Nein, das Menschenbild des Konservativen ist die Freiheit! Und wenn du religiös werden willst: Die Gottesebenbildlichkeit des Menschen, das Christentum. Wenn du den Hokuspokus siehst, den die Kirchen anstellen, dann ist es einfach eine Schändung des Christentums, was sie betreiben im Auftrag einer totalitären linken Ideologie. Aber die kommt jetzt rein objektiv an ihre Grenzen!
Wir erleben, dass die linke Ideologie in den Abgrund führt. Immer mehr Menschen spüren das und kein Mensch glaubt noch an diese Sprüche der Gutmenschen.
Es gibt ja die Untersuchungen, dass circa dreiviertel der Leute in Deutschland nicht mehr an die Institutionen des Staates glauben. Dieser linksgrüne Coup, der stattgefunden hat, der sich den Staat zur Beute gemacht hat, der ist mittlerweile entlarvt und die Menschen erkennen das trotz Tagesschau und all den gekauften Journalisten – wo ich jetzt immer noch ein Ekelgefühl habe, wenn ich an den deutschen Journalismus denke. Die Leute wachen auf. Aber du hast recht: Früher galt die Linke als die intelligentere Lebensform. Vor allen Dingen auch als die Freiheitlichere.
Als du eben sagtest, Konservativ bedeutet Freiheit, habe ich mir fast in die Zunge gebissen. Denn die Sozialgeschichte der Bundesrepublik ist doch zunächst mal die Befreiung aus diesem Mehltau des Konservativen, was da so aus der Nazizeit herübergeweht ist. Der Kommunarde Rainer Langhans ist ein Freund und jahrzehntelanger Gesprächspartner von uns beiden. Das waren ja alles keine Konservativen.
Mittlerweile sind sie es tatsächlich sehr! Wir müssen die Frontlinie ganz neu ziehen. Wir müssen klarmachen, dass wir was zu bieten haben, wir Rechten oder Konservativen. Ich sage konservativ, aber meinetwegen auch rechts.
Die Rechten haben ein echtes Angebot, und es ist revolutionär! Ich kann da immer nur Johnny Rotten von den Sex Pistols zitieren, der in etwa gesagt hat: Wer hätte gedacht, dass mal die Konservativen die Avantgarde sind, die Oppositionellen, diejenigen, die Widerstand leisten und die interessantere Seite der Barrikade. Denn dieses linke Lügentralala, das kann jeder mitträllern und sich selbst die Genugtuung verschaffen, ein guter Mensch zu sein.

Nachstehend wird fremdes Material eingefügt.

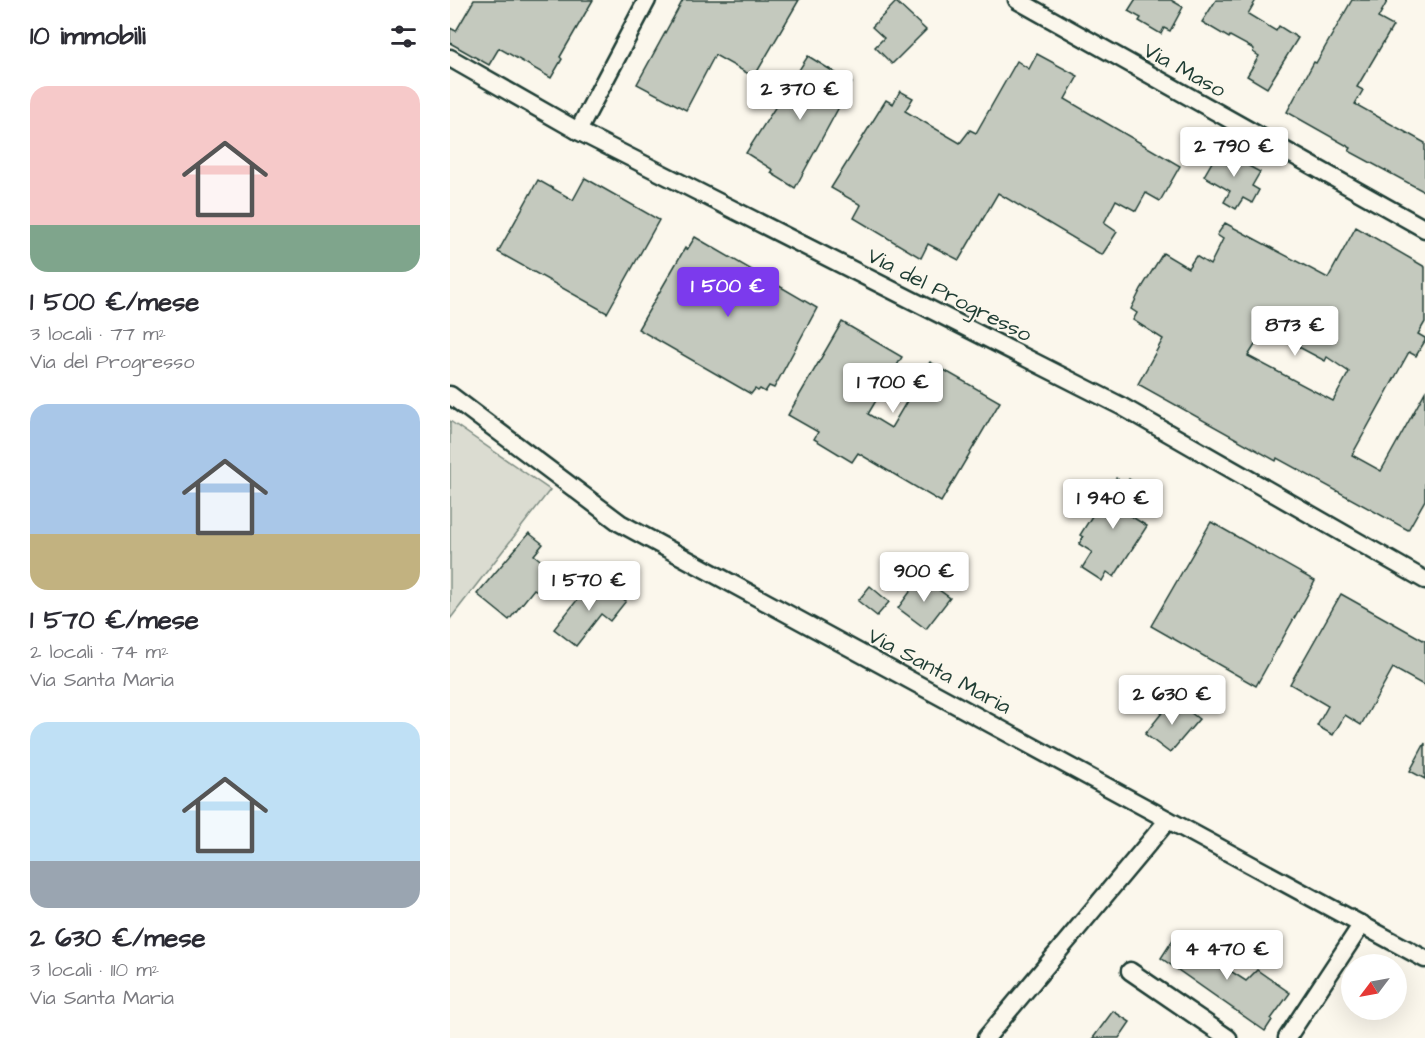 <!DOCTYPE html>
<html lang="it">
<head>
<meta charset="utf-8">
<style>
	:root { --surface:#fff; --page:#f2f2f3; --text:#2b2b33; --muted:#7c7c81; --accent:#7c3aed }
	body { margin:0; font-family:"Architects Daughter",sans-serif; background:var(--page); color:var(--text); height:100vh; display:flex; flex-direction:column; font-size:22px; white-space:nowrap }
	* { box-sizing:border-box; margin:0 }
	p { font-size:20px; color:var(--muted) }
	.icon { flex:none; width:33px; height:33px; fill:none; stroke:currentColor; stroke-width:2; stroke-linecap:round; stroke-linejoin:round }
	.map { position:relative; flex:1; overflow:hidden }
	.drawer { display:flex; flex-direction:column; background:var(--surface); width:450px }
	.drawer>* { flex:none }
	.needle { width:39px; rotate:238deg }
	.controls { position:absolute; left:891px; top:954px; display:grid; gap:12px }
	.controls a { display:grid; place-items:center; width:66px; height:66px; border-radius:50%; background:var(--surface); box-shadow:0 6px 24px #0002; font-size:30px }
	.price { position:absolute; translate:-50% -51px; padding:0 14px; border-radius:6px; background:#fff; color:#222; font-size:20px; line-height:39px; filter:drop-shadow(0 2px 3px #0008) }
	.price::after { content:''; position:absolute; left:50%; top:36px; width:18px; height:14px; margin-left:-9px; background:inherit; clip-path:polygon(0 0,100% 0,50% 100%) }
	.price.on { background:var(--accent); color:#fff }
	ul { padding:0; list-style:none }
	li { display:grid; align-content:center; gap:12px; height:318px; padding:0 30px }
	li span { display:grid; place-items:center; height:186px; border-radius:18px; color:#555 }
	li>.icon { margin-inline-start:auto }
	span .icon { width:108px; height:108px; fill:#fffc; stroke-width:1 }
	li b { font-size:26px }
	h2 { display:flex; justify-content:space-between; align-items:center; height:72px; padding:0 30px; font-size:26px }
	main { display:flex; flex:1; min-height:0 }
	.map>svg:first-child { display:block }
	.green { fill:#dbdcd1; stroke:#7d8c82; stroke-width:1.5 }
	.building { fill:#c4c9be; stroke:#1f3d34; stroke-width:1.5; fill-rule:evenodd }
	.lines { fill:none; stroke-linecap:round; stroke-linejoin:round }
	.minor-casing { stroke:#1f3d34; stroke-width:21 }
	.minor { stroke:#fbf7ec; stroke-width:16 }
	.labels { text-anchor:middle; stroke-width:4.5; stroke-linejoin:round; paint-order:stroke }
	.street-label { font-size:22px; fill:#1f3d34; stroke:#fbf7ec }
</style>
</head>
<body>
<main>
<section class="drawer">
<h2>10 immobili<svg class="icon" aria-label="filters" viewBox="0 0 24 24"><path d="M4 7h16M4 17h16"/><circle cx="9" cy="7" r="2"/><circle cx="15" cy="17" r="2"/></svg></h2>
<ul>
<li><span style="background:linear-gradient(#f6c9c9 75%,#7fa58c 0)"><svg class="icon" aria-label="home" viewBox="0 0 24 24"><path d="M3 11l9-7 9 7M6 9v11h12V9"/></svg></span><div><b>1 500 €/mese</b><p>3 locali · 77 m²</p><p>Via del Progresso</p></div></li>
<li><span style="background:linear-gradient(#a9c7e8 70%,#c2b280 0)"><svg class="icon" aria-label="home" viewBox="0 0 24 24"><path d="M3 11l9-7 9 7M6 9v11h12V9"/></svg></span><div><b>1 570 €/mese</b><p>2 locali · 74 m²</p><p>Via Santa Maria</p></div></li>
<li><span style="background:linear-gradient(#bfe0f5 75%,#9aa5b1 0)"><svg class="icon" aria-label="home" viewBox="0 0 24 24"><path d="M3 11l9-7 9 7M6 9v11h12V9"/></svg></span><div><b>2 630 €/mese</b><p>3 locali · 110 m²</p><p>Via Santa Maria</p></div></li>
</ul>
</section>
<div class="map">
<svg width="975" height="1038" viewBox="0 0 975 1038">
	<rect width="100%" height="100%" fill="#fbf7ec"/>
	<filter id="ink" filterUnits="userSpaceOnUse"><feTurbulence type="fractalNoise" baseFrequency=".0167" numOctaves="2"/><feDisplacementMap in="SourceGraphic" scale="12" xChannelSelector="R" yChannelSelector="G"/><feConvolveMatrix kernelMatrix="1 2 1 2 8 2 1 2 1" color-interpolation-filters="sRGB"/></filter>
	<g filter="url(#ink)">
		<path class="green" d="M 0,421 L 100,490 L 0,619 Z"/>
		<g class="building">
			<path d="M 24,0 L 143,0 L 110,57 L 112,59 L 101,78 L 49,48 L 39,65 L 0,43 L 0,28 L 6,31 Z"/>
			<path d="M 233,0 L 349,0 L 304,77 L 265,55 L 236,110 L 187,84 Z"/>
			<path d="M 685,0 L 721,0 L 733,7 L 720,31 L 714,28 L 711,34 L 689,21 L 691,18 L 678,11 Z"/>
			<path d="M 766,0 L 806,0 L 798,14 L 826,31 L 829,26 L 848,38 L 817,88 L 797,76 L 809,56 L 803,52 L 804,49 L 780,36 L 779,38 L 752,22 Z"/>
			<path d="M 902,0 L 938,0 L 928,18 L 943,26 L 907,87 L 913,90 L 905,104 L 975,143 L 975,192 L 899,151 L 901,148 L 837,112 L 864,62 L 866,63 Z"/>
			<path d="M 446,2 L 476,30 L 442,64 L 425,47 L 434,38 L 422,27 Z"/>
			<path d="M 587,54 L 628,76 L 615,99 L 730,166 L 710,201 L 696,193 L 686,211 L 666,200 L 654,223 L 667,232 L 652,255 L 548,193 L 509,260 L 478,244 L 471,258 L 404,218 L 411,205 L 381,188 L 436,100 L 443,104 L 450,91 L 463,98 L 455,111 L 510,143 L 520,130 L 526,133 L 567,61 L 579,69 Z"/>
			<path d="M 358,56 L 402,83 L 345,188 L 321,173 L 323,170 L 296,153 Z"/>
			<path d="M 769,150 L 810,172 L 802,186 L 809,190 L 802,203 L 793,198 L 786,209 L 774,202 L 780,191 L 754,176 Z"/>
			<path d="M 135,178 L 209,220 L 157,313 L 48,252 L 88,180 L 123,200 Z"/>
			<path d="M 775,223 L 878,278 L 906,227 L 975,267 L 975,322 L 968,334 L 975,338 L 975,341 L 966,356 L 959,352 L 902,455 L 931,471 L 975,392 L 975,500 L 958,530 L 827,458 L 826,461 L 688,384 L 713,339 L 683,320 L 687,313 L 681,309 L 691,289 L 713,253 L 738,268 L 746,256 L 760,265 L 773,239 L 767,235 ZM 815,329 L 875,361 L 877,357 L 899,372 L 883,401 L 798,356 Z"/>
			<path d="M 245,237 L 367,308 L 324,388 L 319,386 L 315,392 L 310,389 L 308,391 L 305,389 L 301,394 L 188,329 L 235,248 L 237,250 Z"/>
			<path d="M 392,322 L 452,357 L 418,414 L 441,428 L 480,362 L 550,402 L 491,502 L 408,453 L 402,462 L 364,439 L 368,432 L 338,415 Z"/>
			<path d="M 666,478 L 676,484 L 679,479 L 695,490 L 679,515 L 697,526 L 664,577 L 657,572 L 652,581 L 632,568 L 642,552 L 629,544 L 633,537 L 630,535 Z"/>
			<path d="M 761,522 L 865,581 L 806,686 L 701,626 Z"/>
			<path d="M 79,533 L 93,544 L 84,555 L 104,571 L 87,591 L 84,589 L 59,620 L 27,594 Z"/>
			<path d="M 471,577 L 500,598 L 476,629 L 448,608 Z"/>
			<path d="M 149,580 L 176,601 L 160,621 L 151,614 L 126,646 L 104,629 L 139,585 L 142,588 Z"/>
			<path d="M 420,586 L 439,602 L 427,616 L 408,601 Z"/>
			<path d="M 891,594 L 975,641 L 975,686 L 943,668 L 911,725 L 895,715 L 883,735 L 867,726 L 878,706 L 840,684 Z"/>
			<path d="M 723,699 L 749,719 L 720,753 L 695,734 Z"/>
			<path d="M 975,743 L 975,779 L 960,771 Z"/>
			<path d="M 726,935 L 745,947 L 760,941 L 775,953 L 768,963 L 796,981 L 807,970 L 840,993 L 821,1019 L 822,1020 L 815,1031 L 711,958 Z"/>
			<path d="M 663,1011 L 680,1022 L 669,1038 L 643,1038 Z"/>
		</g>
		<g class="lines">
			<defs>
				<g id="minor">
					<path d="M 567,0 L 975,229"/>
					<path d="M 0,58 L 128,131 L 671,406 L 975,580"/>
					<path d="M 128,131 L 197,0"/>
					<path d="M 0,395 L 170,523 L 975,959"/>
					<path d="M 680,971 L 778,1038"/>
					<path d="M 536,1038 L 718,820"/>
					<path d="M 837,1038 L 912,924"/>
				</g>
			</defs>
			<use href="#minor" class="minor-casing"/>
			<use href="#minor" class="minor"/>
		</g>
	</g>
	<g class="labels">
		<g class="street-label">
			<text transform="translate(735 69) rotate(29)" y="8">Via Maso</text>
			<text transform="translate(500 294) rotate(27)" y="8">Via del Progresso</text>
			<text transform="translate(490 670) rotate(28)" y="8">Via Santa Maria</text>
		</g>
	</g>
</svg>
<div class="controls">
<a><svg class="needle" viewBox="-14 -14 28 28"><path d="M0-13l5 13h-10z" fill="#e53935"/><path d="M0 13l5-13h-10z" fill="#7c7c81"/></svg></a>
</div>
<b class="price" style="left:350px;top:121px">2 370 €</b>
<b class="price" style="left:784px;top:178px">2 790 €</b>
<b class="price on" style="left:278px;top:318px">1 500 €</b>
<b class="price" style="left:845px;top:357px">873 €</b>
<b class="price" style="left:443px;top:414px">1 700 €</b>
<b class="price" style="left:663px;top:530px">1 940 €</b>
<b class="price" style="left:474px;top:603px">900 €</b>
<b class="price" style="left:139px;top:612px">1 570 €</b>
<b class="price" style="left:722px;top:726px">2 630 €</b>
<b class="price" style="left:777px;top:981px">4 470 €</b>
</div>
</main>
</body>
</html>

Aber das zerschellt an der Wirklichkeit. Ich glaube, die spannende – und das spricht sich auch in der Jugend rum – die spannende Position ist die gegen das Establishment. Und das derzeitige Establishment ist eine verkrustete, abgehalfterte, programmatisch völlig entleerte Linke. Oder kannst du mir eine einzige Figur auf der Linken sagen, die irgendwie anziehend wäre, so wie es früher Adorno, Marcuse und andere Gurus waren
Ich habe heute einen Clip gesehen: Dunja Hayali mit nassen Haaren in einem Waschsalon. Sie wirft mit Handtüchern. Das fand ich beinahe anziehend.
Du bist pervers.
Konkret zu 2026: Wird es einen großen Krieg geben um die Ukraine? Kriegen wir das gebacken, dass dieser Wahnsinn endlich beendet wird?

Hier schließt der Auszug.